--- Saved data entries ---
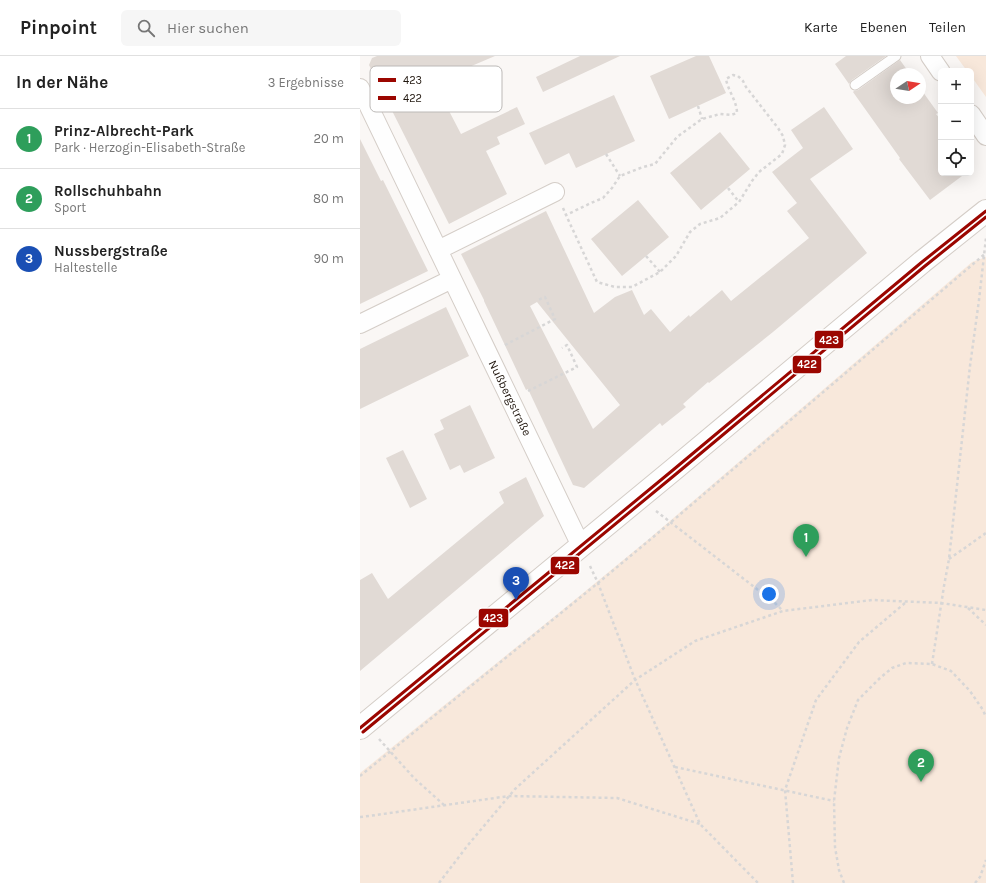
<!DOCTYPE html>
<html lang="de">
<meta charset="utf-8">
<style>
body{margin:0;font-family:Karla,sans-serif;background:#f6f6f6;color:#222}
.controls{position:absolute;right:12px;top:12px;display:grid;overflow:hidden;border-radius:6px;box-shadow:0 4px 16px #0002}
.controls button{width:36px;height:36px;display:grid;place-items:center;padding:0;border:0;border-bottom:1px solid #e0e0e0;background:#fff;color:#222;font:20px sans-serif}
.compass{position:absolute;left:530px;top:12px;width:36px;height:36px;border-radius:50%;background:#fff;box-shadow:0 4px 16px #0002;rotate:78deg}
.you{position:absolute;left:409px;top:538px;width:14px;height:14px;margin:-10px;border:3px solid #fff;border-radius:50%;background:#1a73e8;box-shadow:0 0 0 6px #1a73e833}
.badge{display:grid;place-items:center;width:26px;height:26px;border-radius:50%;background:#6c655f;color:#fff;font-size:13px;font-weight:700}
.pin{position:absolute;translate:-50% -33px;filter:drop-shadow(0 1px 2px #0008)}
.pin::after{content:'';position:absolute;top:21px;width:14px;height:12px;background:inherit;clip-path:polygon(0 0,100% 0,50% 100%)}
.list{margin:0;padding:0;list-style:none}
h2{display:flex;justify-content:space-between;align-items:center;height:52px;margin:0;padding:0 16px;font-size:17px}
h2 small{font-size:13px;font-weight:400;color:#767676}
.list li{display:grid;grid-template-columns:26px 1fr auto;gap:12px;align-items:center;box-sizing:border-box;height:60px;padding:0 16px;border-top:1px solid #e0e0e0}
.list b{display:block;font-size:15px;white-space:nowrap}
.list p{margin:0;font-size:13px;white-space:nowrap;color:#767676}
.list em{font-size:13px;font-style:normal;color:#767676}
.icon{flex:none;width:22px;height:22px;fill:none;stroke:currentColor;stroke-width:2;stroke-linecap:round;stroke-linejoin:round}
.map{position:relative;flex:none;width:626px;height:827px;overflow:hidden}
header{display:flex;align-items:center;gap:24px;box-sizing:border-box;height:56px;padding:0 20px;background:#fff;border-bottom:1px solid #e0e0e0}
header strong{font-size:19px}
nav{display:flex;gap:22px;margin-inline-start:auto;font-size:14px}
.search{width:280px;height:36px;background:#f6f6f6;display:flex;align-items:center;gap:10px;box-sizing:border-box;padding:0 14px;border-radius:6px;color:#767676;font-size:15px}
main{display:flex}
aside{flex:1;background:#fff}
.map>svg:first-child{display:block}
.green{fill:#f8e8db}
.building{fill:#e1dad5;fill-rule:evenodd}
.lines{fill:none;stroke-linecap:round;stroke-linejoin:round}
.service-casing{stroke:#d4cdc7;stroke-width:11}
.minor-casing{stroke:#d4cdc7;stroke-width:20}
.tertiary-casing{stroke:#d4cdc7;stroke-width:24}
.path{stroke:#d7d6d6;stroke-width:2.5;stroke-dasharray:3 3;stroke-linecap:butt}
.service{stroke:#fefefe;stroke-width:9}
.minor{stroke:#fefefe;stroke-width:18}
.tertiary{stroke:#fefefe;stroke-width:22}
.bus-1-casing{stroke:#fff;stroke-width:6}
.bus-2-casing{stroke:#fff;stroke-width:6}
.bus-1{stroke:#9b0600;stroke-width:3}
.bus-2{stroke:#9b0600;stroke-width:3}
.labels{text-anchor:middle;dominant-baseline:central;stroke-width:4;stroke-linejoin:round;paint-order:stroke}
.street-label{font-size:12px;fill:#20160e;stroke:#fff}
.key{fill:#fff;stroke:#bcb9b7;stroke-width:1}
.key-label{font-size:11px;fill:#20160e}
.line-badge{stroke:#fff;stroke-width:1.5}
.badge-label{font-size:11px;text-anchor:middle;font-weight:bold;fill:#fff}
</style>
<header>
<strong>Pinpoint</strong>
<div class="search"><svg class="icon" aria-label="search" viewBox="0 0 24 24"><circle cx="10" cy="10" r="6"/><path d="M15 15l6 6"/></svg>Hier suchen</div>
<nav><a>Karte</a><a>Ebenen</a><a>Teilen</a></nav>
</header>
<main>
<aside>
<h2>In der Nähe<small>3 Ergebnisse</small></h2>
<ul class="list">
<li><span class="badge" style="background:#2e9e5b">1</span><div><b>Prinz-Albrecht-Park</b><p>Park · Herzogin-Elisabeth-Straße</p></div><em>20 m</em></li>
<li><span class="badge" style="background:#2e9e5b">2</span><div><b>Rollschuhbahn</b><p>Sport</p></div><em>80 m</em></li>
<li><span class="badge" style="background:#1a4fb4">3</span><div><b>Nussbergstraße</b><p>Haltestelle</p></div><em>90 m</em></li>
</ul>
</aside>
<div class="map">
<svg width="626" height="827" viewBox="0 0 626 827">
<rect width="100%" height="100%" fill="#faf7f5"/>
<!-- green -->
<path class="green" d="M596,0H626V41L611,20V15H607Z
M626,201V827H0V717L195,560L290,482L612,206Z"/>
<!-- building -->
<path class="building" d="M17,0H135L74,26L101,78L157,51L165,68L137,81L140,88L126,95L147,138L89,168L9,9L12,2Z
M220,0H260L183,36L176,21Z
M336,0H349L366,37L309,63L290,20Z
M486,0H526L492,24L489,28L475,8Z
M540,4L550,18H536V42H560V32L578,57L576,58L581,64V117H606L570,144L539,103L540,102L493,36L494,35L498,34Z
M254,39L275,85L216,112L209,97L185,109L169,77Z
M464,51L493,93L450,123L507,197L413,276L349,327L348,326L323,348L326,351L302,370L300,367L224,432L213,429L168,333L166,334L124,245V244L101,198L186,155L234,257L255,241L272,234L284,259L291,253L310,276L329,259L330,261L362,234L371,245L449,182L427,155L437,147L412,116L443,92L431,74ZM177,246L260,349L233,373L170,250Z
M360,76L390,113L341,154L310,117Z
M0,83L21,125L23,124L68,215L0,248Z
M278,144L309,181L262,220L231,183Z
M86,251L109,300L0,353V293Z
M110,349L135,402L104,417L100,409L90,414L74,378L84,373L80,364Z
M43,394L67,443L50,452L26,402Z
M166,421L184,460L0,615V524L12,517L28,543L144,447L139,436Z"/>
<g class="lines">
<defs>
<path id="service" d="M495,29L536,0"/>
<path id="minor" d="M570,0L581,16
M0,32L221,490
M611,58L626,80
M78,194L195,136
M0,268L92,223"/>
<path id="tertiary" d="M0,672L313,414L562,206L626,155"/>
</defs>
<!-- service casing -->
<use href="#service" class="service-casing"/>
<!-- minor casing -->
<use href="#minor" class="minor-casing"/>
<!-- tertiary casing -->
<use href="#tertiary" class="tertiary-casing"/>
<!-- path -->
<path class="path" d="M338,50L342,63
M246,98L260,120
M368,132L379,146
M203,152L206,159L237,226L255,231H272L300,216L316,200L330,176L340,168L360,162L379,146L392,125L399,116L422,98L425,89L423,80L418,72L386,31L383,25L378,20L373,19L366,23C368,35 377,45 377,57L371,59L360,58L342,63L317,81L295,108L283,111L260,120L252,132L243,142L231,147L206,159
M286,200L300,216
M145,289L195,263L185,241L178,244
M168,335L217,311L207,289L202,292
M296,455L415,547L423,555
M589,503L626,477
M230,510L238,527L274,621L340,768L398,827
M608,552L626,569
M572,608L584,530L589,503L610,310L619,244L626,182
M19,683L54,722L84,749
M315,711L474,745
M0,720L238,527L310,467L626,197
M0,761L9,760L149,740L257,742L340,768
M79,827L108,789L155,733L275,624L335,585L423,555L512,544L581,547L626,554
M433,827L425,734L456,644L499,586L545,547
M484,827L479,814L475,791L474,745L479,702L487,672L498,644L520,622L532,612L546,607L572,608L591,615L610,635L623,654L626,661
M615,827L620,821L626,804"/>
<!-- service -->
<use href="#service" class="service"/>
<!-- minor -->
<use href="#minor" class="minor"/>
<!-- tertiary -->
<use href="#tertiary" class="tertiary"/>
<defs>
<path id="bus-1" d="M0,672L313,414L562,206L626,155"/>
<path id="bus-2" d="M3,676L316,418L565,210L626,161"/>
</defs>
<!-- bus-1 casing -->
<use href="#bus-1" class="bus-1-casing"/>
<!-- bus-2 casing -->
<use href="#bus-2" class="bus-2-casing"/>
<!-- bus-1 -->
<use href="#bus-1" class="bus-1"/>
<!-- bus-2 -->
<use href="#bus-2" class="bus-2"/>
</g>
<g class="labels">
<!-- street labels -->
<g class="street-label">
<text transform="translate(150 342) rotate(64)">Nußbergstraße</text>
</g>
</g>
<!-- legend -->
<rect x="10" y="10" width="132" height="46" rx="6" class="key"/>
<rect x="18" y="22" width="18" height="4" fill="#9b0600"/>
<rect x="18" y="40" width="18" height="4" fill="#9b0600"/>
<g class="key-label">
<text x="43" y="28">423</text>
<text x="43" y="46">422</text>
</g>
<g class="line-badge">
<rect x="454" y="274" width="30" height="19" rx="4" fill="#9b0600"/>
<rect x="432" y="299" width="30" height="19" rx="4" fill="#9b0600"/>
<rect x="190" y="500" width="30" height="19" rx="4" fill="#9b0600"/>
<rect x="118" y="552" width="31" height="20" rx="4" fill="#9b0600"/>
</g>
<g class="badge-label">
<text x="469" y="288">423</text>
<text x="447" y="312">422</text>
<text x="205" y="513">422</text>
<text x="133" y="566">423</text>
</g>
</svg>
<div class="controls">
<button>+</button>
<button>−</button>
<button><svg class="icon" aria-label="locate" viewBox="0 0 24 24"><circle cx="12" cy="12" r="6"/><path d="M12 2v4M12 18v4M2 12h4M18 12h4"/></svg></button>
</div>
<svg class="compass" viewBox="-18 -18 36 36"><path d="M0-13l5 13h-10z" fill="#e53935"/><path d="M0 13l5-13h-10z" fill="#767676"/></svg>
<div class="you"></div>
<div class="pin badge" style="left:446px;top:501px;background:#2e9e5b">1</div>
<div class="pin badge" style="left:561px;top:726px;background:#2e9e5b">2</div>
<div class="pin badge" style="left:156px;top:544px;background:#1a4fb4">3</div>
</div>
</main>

--

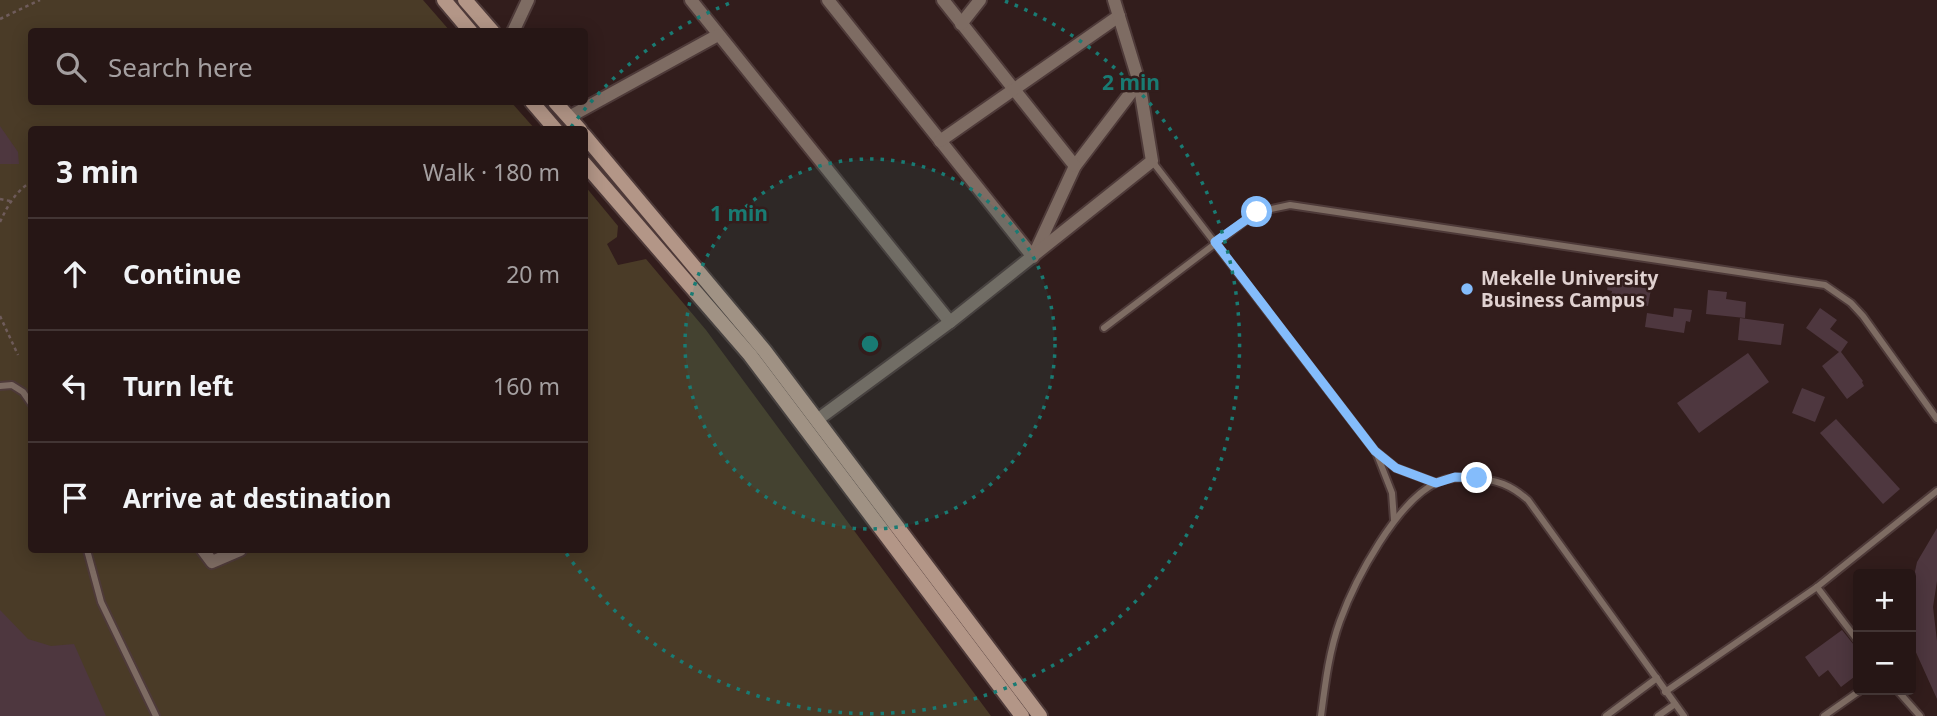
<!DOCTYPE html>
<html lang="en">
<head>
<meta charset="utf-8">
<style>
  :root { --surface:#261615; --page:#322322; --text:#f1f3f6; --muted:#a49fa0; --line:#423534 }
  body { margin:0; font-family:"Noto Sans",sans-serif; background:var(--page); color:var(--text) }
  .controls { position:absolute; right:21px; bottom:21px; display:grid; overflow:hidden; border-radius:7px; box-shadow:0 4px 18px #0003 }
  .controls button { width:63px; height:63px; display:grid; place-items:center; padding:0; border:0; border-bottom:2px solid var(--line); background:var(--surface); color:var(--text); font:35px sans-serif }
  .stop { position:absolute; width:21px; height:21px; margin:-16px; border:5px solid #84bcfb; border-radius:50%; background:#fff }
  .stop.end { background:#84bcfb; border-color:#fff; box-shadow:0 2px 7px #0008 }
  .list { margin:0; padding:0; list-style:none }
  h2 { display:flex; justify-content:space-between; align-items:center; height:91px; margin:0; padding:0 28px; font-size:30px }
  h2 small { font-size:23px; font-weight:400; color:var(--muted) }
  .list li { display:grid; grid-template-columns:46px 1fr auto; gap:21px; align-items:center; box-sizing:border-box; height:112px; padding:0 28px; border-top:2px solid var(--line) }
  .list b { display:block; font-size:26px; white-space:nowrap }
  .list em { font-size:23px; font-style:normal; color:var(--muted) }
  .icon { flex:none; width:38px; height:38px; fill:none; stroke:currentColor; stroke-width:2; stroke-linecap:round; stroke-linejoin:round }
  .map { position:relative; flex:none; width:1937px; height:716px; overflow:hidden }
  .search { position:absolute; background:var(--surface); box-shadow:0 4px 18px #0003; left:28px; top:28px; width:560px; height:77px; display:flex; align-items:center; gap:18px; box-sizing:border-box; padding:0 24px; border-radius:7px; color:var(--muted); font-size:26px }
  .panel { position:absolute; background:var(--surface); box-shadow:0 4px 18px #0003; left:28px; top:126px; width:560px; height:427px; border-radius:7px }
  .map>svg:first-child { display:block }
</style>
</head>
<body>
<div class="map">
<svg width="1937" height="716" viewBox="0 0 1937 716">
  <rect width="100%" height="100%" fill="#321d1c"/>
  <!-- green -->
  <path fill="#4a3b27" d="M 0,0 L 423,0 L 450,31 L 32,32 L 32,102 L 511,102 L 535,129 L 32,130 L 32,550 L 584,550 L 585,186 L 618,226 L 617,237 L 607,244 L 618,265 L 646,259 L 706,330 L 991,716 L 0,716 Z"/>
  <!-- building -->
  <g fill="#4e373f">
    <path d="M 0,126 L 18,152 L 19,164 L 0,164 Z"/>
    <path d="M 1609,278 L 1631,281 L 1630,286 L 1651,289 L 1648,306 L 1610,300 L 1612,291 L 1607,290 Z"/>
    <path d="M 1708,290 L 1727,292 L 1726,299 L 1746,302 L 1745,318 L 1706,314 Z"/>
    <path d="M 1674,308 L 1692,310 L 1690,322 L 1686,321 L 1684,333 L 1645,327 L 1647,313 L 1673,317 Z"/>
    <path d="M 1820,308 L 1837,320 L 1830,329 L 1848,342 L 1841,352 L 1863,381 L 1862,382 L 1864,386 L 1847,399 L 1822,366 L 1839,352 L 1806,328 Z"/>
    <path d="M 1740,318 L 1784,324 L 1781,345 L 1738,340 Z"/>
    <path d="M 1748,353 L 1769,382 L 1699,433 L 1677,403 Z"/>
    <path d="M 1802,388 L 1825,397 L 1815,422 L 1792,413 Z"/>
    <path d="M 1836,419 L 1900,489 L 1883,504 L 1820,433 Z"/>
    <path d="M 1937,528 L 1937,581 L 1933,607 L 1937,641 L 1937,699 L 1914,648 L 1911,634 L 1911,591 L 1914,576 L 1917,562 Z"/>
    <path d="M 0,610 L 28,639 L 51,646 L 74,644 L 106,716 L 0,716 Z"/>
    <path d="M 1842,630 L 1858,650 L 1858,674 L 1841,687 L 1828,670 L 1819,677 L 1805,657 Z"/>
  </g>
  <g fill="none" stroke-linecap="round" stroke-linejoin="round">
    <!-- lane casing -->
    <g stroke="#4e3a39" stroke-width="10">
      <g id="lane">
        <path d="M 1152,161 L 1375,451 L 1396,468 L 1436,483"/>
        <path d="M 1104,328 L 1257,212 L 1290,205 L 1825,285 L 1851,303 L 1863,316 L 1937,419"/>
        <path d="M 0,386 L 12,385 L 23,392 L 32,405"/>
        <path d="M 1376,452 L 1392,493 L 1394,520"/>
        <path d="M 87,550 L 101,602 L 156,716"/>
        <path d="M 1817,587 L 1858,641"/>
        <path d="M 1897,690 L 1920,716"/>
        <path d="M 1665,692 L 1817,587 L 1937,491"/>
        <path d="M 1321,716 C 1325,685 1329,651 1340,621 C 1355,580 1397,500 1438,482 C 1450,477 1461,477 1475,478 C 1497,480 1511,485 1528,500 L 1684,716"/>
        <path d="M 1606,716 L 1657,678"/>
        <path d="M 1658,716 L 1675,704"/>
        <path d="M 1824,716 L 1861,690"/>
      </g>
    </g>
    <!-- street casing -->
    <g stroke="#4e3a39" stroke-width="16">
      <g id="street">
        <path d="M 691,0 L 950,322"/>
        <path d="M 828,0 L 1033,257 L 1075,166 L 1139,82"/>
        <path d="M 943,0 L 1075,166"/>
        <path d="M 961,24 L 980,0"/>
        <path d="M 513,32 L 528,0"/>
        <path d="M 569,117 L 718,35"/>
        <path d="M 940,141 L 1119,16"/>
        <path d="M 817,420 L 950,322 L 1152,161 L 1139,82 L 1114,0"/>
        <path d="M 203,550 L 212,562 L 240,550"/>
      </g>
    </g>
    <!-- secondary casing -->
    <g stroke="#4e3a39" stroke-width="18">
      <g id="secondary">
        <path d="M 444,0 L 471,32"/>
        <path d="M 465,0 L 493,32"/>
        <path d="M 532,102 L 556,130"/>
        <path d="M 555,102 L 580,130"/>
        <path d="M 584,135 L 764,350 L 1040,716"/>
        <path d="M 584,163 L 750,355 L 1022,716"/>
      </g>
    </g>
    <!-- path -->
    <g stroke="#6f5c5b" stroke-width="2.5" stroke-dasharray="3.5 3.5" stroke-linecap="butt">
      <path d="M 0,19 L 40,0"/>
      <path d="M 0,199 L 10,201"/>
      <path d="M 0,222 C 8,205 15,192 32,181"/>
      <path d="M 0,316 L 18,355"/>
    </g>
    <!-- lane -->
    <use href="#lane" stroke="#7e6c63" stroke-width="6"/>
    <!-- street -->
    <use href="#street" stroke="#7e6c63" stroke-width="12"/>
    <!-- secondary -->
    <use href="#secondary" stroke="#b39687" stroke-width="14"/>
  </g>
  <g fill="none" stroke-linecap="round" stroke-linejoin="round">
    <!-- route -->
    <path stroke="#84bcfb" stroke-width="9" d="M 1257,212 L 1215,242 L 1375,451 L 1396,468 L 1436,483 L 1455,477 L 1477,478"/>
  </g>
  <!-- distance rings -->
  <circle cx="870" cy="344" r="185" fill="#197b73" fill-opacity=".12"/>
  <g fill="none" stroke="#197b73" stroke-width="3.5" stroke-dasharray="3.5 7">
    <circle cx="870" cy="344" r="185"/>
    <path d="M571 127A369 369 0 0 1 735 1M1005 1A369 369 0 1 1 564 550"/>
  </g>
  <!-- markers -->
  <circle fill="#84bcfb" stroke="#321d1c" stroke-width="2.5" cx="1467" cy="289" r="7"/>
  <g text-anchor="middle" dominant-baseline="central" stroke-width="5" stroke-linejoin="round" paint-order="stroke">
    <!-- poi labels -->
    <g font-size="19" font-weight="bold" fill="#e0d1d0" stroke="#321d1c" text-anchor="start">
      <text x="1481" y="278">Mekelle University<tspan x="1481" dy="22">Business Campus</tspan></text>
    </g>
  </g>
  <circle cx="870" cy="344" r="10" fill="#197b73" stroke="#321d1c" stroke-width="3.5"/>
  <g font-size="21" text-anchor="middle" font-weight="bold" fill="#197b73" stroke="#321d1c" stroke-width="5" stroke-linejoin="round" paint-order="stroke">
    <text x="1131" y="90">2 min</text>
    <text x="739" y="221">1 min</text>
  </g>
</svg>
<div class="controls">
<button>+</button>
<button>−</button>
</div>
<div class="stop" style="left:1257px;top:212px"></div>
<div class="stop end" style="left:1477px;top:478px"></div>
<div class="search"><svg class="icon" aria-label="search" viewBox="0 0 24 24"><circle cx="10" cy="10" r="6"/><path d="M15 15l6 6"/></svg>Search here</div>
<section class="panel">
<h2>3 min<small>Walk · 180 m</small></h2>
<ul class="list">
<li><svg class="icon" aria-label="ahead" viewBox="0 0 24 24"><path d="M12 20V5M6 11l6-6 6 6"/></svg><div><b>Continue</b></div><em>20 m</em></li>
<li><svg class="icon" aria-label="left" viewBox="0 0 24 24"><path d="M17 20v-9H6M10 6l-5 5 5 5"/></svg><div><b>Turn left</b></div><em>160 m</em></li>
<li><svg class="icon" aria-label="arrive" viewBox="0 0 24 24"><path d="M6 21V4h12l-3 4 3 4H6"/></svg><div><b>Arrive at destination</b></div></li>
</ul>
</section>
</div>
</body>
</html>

--- Description of the task ---
Pull every line with "white" from the records.

--- Response to the task ---
.list b{display:block;font-size:15px;white-space:nowrap}
.list p{margin:0;font-size:13px;white-space:nowrap;color:#767676}
  .list b { display:block; font-size:26px; white-space:nowrap }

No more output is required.